What is required>
Pictures are to be left out, and only the lines below starting at the one with "Annotation task. Build" and ending at the one with "I am building" are to be reproduced, each exactly, both ends included.

[Records from a dataset]
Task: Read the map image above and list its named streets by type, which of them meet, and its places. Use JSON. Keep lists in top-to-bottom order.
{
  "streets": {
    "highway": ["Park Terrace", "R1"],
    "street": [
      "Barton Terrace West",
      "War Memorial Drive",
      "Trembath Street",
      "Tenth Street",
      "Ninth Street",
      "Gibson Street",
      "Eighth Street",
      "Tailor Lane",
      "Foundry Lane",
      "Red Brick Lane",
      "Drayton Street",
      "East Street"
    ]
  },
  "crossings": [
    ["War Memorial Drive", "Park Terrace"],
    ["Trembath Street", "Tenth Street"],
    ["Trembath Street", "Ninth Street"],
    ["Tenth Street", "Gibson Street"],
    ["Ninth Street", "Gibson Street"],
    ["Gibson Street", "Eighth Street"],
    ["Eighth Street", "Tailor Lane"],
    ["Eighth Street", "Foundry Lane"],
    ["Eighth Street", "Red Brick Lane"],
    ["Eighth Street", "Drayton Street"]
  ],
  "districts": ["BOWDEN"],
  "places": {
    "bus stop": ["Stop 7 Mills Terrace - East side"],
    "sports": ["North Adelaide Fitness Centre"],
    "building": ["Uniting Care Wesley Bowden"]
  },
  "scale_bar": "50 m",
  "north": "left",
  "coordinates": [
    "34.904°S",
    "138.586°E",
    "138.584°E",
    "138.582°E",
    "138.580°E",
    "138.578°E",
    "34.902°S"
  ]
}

* * *

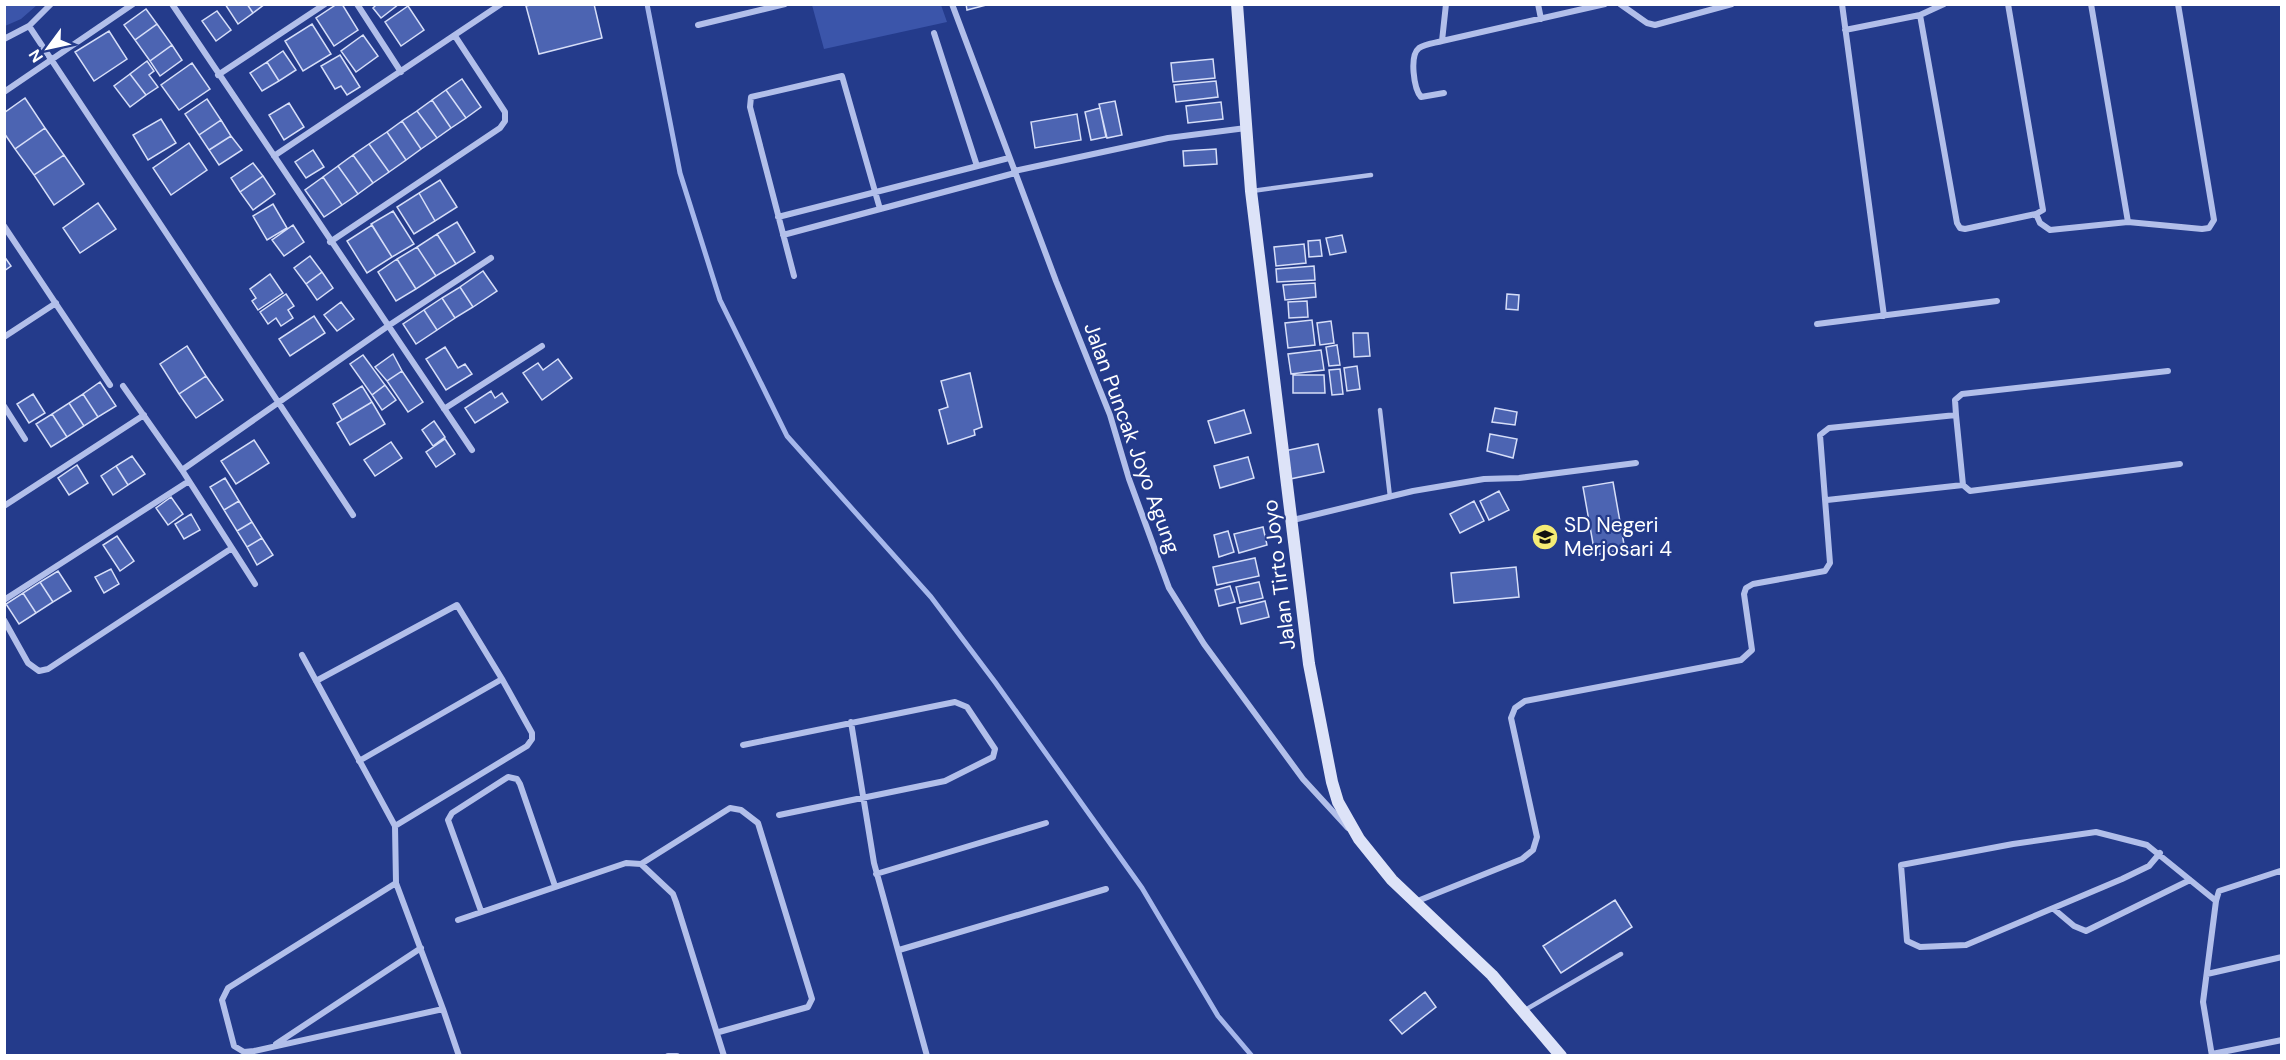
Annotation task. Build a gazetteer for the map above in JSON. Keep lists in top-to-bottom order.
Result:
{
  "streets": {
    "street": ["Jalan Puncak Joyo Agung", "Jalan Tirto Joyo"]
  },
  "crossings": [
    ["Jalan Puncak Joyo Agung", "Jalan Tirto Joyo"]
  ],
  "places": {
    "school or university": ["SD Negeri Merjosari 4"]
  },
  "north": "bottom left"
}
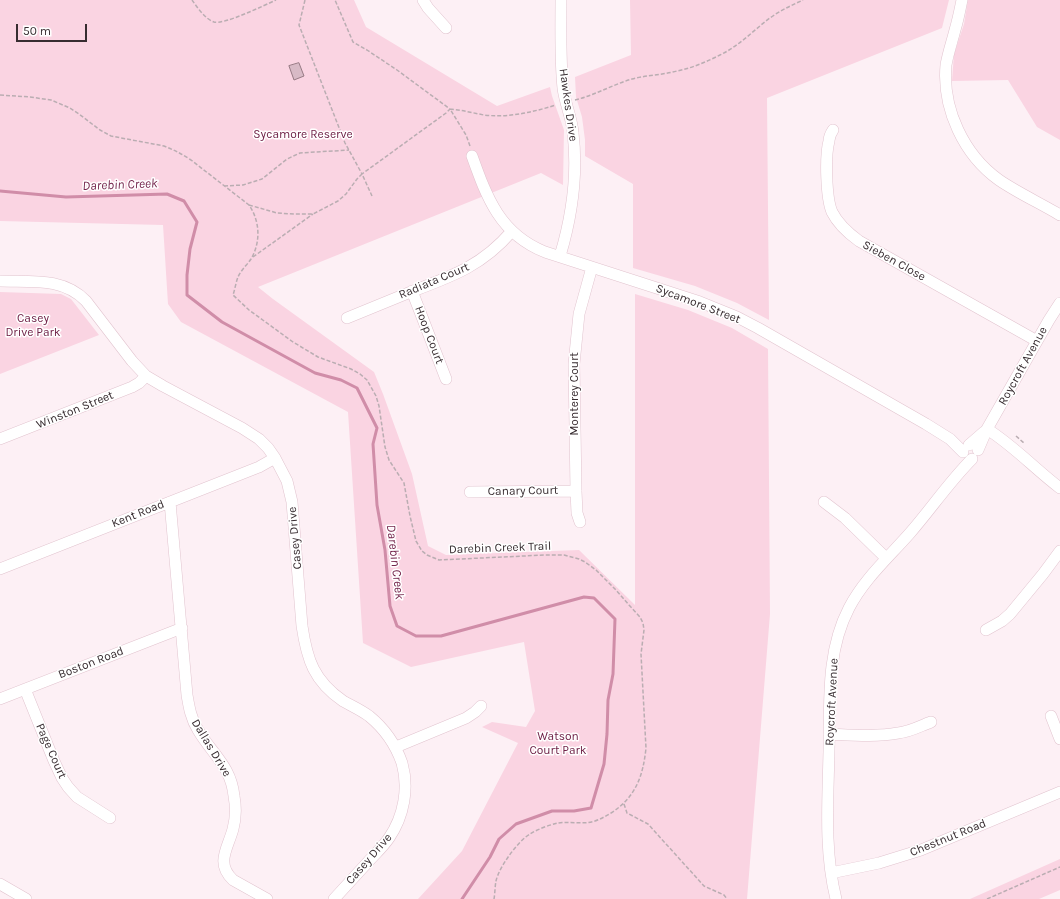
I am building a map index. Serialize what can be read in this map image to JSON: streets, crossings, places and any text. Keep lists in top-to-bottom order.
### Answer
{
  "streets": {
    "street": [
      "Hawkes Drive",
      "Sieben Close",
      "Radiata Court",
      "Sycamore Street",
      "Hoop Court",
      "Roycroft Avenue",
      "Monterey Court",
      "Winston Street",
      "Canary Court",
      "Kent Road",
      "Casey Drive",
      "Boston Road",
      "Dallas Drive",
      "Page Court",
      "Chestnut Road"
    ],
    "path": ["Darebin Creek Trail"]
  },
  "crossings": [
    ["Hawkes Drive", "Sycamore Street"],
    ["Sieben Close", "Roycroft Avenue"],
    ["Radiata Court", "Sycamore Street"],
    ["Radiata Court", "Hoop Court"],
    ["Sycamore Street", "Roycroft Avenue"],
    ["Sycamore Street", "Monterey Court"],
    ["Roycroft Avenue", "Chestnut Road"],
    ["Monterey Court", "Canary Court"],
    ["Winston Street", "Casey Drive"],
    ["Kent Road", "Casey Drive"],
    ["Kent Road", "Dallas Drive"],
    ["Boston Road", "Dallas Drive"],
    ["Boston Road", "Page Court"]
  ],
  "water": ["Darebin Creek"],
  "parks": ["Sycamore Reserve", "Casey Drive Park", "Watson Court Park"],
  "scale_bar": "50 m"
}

Reply>
Annotation task. Build a gazetteer for the map above in JSON. Keep lists in top-to-bottom order.
Result:
{
  "streets": {
    "street": ["Jalan Puncak Joyo Agung", "Jalan Tirto Joyo"]
  },
  "crossings": [
    ["Jalan Puncak Joyo Agung", "Jalan Tirto Joyo"]
  ],
  "places": {
    "school or university": ["SD Negeri Merjosari 4"]
  },
  "north": "bottom left"
}
I am building a map index. Serialize what can be read in this map image to JSON: streets, crossings, places and any text. Keep lists in top-to-bottom order.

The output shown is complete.